Input for this task:
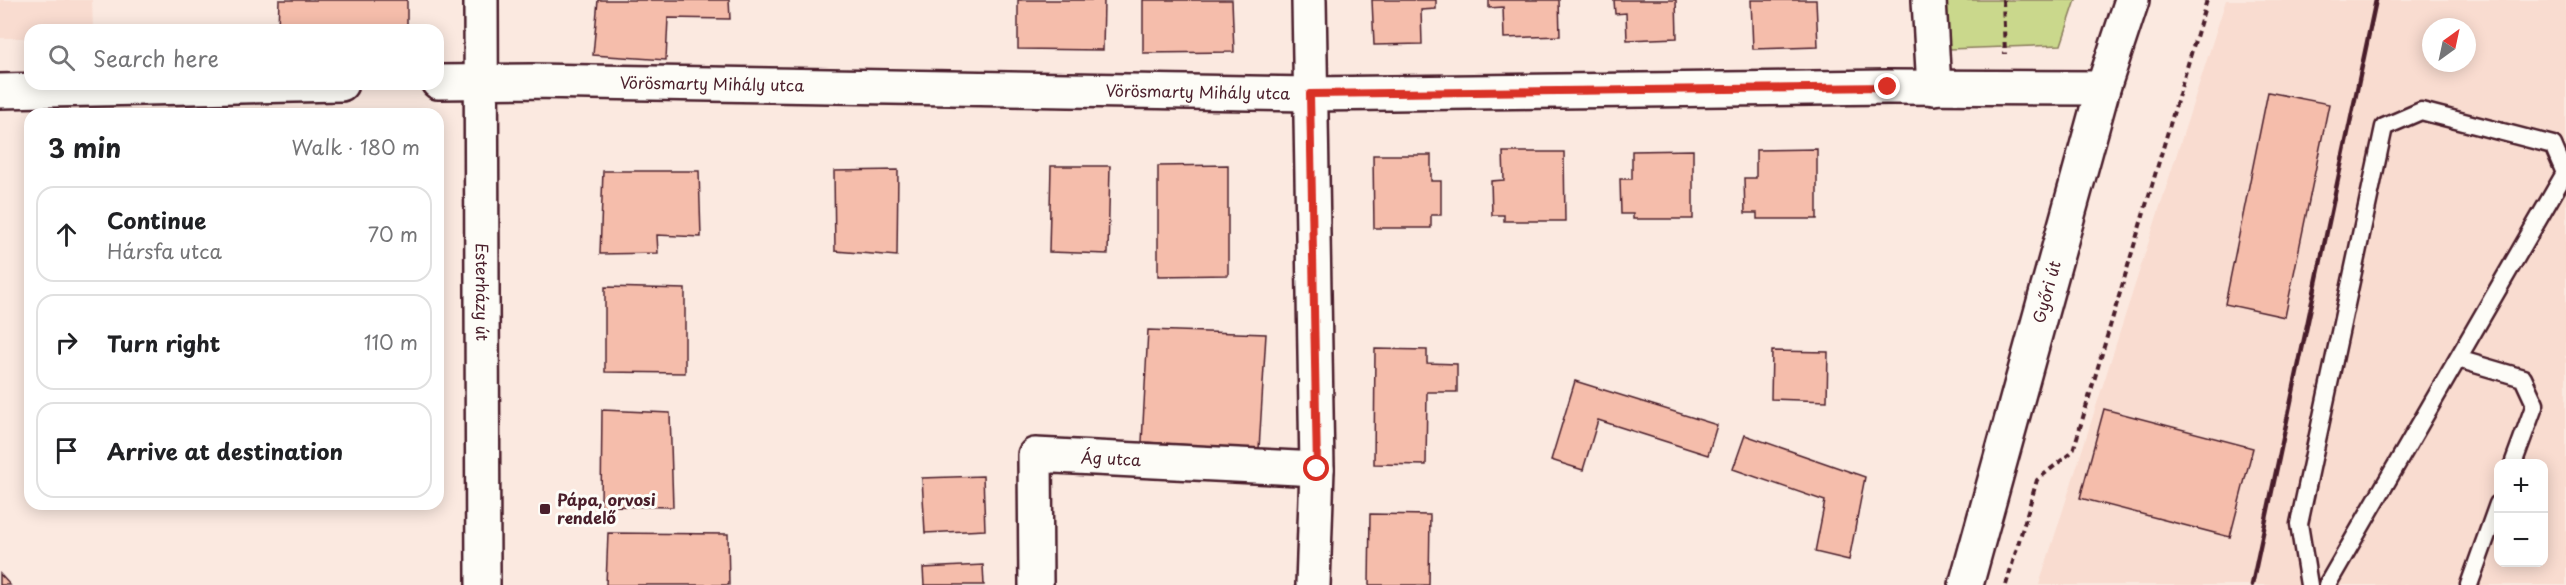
<!DOCTYPE html>
<html lang="en">
<head>
<meta charset="utf-8">
<style>
  body { margin:0; font-family:"Playpen Sans",sans-serif; background:#f6f6f6; color:#202124 }
  .controls { position:absolute; right:18px; bottom:18px; display:grid; overflow:hidden; border-radius:12px; box-shadow:0 3px 15px #0003 }
  .controls button { width:54px; height:54px; display:grid; place-items:center; padding:0; border:0; border-bottom:2px solid #e0e0e0; background:#fff; color:#202124; font:30px sans-serif }
  .compass { position:absolute; left:2422px; top:18px; width:54px; height:54px; border-radius:50%; background:#fff; box-shadow:0 3px 15px #0003; rotate:33deg }
  .stop { position:absolute; width:18px; height:18px; margin:-14px; border:4px solid #d93025; border-radius:50%; background:#fff }
  .stop.end { background:#d93025; border-color:#fff; box-shadow:0 2px 6px #0008 }
  .list { margin:0; padding:0; list-style:none }
  h2 { display:flex; justify-content:space-between; align-items:center; height:78px; margin:0; padding:0 24px; font-size:26px }
  h2 small { font-size:20px; font-weight:400; color:#757577 }
  .list li { display:grid; grid-template-columns:39px 1fr auto; gap:18px; align-items:center; box-sizing:border-box; height:96px; margin:0 12px 12px; padding:0 12px; border:2px solid #e0e0e0; border-radius:18px }
  .list b { display:block; font-size:22px; white-space:nowrap }
  .list p { margin:0; font-size:20px; white-space:nowrap; color:#757577 }
  .list em { font-size:20px; font-style:normal; color:#757577 }
  .icon { flex:none; width:33px; height:33px; fill:none; stroke:currentColor; stroke-width:2; stroke-linecap:round; stroke-linejoin:round }
  .map { position:relative; flex:none; width:2566px; height:585px; overflow:hidden }
  .search { position:absolute; background:#fff; box-shadow:0 3px 15px #0003; left:24px; top:24px; width:420px; height:66px; display:flex; align-items:center; gap:15px; box-sizing:border-box; padding:0 21px; border-radius:18px; color:#757577; font-size:22px }
  .panel { position:absolute; background:#fff; box-shadow:0 3px 15px #0003; left:24px; top:108px; width:420px; height:402px; border-radius:18px }
  .map>svg:first-child { display:block }
</style>
</head>
<body>
<div class="map">
<svg width="2566" height="585" viewBox="0 0 2566 585">
  <rect width="100%" height="100%" fill="#fbe9e0"/>
  <filter id="ink" filterUnits="userSpaceOnUse"><feTurbulence type="fractalNoise" baseFrequency=".0167" numOctaves="2"/><feDisplacementMap in="SourceGraphic" scale="12" xChannelSelector="R" yChannelSelector="G"/><feConvolveMatrix kernelMatrix="1 2 1 2 8 2 1 2 1" color-interpolation-filters="sRGB"/></filter>
  <g filter="url(#ink)">
    <!-- built -->
    <path fill="#f9dcd0" fill-rule="evenodd" d="M0,0H92L93,30H30V38H0Z
      M2226,0H2566V585H2039ZM2431,27H2467V63H2431ZM2498,464H2544V562H2498Z"/>
    <!-- green -->
    <path fill="#cad88c" stroke="#8a7c5c" stroke-width="1.5" d="M1947,0H2076L2061,45L1949,49Z"/>
    <!-- building -->
    <path fill="#f5bdab" stroke="#4a1f2b" stroke-width="1.5" d="M279,0H407V30H278Z
      M598,0H729L730,19L668,18L666,60L593,55Z
      M1018,0H1104L1103,50L1018,49Z
      M1143,0H1232L1234,52L1143,53Z
      M1372,0H1436V9L1421,10L1422,44L1374,45Z
      M1489,0H1559L1560,36L1504,38L1503,7L1489,8Z
      M1614,0H1676L1677,38L1627,40L1626,13L1615,14Z
      M1751,0H1816L1818,47L1753,49Z
      M2268,92L2329,104L2285,317L2225,304Z
      M1817,149V219H1757V213H1745L1744,178H1756V150Z
      M1693,150V219H1633V214H1621L1620,179H1632V151Z
      M1503,152H1564L1565,221H1504V215H1492L1491,181L1504,180Z
      M1373,155H1431V181H1441V215H1431V228H1374Z
      M1228,165V275L1158,276V166Z
      M1051,166H1110L1108,254L1049,252Z
      M898,170L897,256L835,251L834,171Z
      M603,171H699L701,237L657,235L658,253L600,254Z
      M605,287L685,289V373L605,372Z
      M1148,330L1266,334L1259,449L1142,442Z
      M1375,349L1427,350V363L1457,364V392H1427L1426,465L1374,464Z
      M1772,351L1828,352L1827,401L1771,399Z
      M1575,381L1717,425L1708,455L1598,420L1583,470L1551,460Z
      M2104,409L2253,448L2230,537L2080,498Z
      M602,410L670,413L673,507L601,506Z
      M1745,435L1865,477L1849,560L1815,552L1825,501L1733,469Z
      M983,476L985,530L925,533L922,478Z
      M1370,514L1430,515L1429,585H1369Z
      M608,533L728,534L729,585H606Z
      M983,565L984,585H924L923,568Z
      M0,574L10,585H0Z"/>
    <g fill="none" stroke-linecap="round" stroke-linejoin="round">
      <!-- lane casing -->
      <g stroke="#4a1f2b" stroke-width="21">
        <path id="lane" d="M2458,359L2523,378L2535,404L2513,464
          M2309,585L2299,524L2384,127L2421,111L2553,145L2565,173L2327,585
          M2469,585L2498,504"/>
      </g>
      <!-- street casing -->
      <g stroke="#4a1f2b" stroke-width="38">
        <g id="street">
          <path d="M1309,0L1317,469L1313,585"/>
          <path d="M1929,0L1934,88"/>
          <path id="s1" d="M438,82L531,81L1310,94L1888,87L2103,88"/>
          <path d="M0,91L341,84"/>
          <path id="s2" d="M1036,585L1035,455L1317,469"/>
        </g>
      </g>
      <!-- secondary casing -->
      <g stroke="#4a1f2b" stroke-width="38">
        <g id="secondary">
          <path id="s3" d="M481,0L483,585"/>
          <path id="s4" d="M1966,585L2103,88L2132,0"/>
        </g>
      </g>
      <!-- path -->
      <path stroke="#4a1f2b" stroke-width="4" stroke-dasharray="6 4.5" stroke-linecap="butt" d="M2003,0L2005,54
        M2006,585L2037,480L2073,451L2207,0"/>
      <!-- lane -->
      <use href="#lane" stroke="#fdfcf7" stroke-width="16"/>
      <!-- street -->
      <use href="#street" stroke="#fdfcf7" stroke-width="33"/>
      <!-- secondary -->
      <use href="#secondary" stroke="#fdfcf7" stroke-width="33"/>
      <!-- rail -->
      <path stroke="#4a1f2b" stroke-width="4.5" d="M2252,585L2376,0"/>
    </g>
  </g>
  <g fill="none" stroke-linecap="round" stroke-linejoin="round" filter="url(#ink)">
    <!-- route -->
    <path stroke="#d93025" stroke-width="8" d="M1317,469L1310,94L1888,87"/>
  </g>
  <!-- markers -->
  <rect fill="#4a1f2b" stroke="#fdfcf7" stroke-width="2" x="539" y="503" width="12" height="12" rx="3"/>
  <g text-anchor="middle" stroke-width="6" stroke-linejoin="round" paint-order="stroke">
    <!-- street labels -->
    <g font-size="16" fill="#4a1f2b" stroke="#fdfcf7">
      <text dy="6" stroke="none"><textPath href="#s1" startOffset="274">Vörösmarty Mihály utca</textPath></text>
      <text dy="6" stroke="none"><textPath href="#s1" startOffset="760">Vörösmarty Mihály utca</textPath></text>
      <text dy="6" stroke="none"><textPath href="#s3" startOffset="292">Esterházy út</textPath></text>
      <text dy="6" stroke="none"><textPath href="#s4" startOffset="304">Győri út</textPath></text>
      <text dy="6" stroke="none"><textPath href="#s2" startOffset="206">Ág utca</textPath></text>
    </g>
    <!-- poi labels -->
    <g font-size="16" font-weight="bold" fill="#4a1f2b" stroke="#fdfcf7" text-anchor="start">
      <text x="557" y="506">Pápa, orvosi<tspan x="557" dy="18">rendelő</tspan></text>
    </g>
  </g>
</svg>
<div class="controls">
<button>+</button>
<button>−</button>
</div>
<svg class="compass" viewBox="-18 -18 36 36"><path d="M0-13l5 13h-10z" fill="#e53935"/><path d="M0 13l5-13h-10z" fill="#757577"/></svg>
<div class="stop" style="left:1317px;top:469px"></div>
<div class="stop end" style="left:1888px;top:87px"></div>
<div class="search"><svg class="icon" aria-label="search" viewBox="0 0 24 24"><circle cx="10" cy="10" r="6"/><path d="M15 15l6 6"/></svg>Search here</div>
<section class="panel">
<h2>3 min<small>Walk · 180 m</small></h2>
<ul class="list">
<li><svg class="icon" aria-label="ahead" viewBox="0 0 24 24"><path d="M12 20V5M6 11l6-6 6 6"/></svg><div><b>Continue</b><p>Hársfa utca</p></div><em>70 m</em></li>
<li><svg class="icon" aria-label="right" viewBox="0 0 24 24"><path d="M7 20v-9h11M14 6l5 5-5 5"/></svg><div><b>Turn right</b></div><em>110 m</em></li>
<li><svg class="icon" aria-label="arrive" viewBox="0 0 24 24"><path d="M6 21V4h12l-3 4 3 4H6"/></svg><div><b>Arrive at destination</b></div></li>
</ul>
</section>
</div>
</body>
</html>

Task brief: Any pictures are to be skipped, and the lines from the beginning of the entries through the line with "position:absolute; width:18px; height:18px;" copied exactly.

Task response:
<!DOCTYPE html>
<html lang="en">
<head>
<meta charset="utf-8">
<style>
  body { margin:0; font-family:"Playpen Sans",sans-serif; background:#f6f6f6; color:#202124 }
  .controls { position:absolute; right:18px; bottom:18px; display:grid; overflow:hidden; border-radius:12px; box-shadow:0 3px 15px #0003 }
  .controls button { width:54px; height:54px; display:grid; place-items:center; padding:0; border:0; border-bottom:2px solid #e0e0e0; background:#fff; color:#202124; font:30px sans-serif }
  .compass { position:absolute; left:2422px; top:18px; width:54px; height:54px; border-radius:50%; background:#fff; box-shadow:0 3px 15px #0003; rotate:33deg }
  .stop { position:absolute; width:18px; height:18px; margin:-14px; border:4px solid #d93025; border-radius:50%; background:#fff }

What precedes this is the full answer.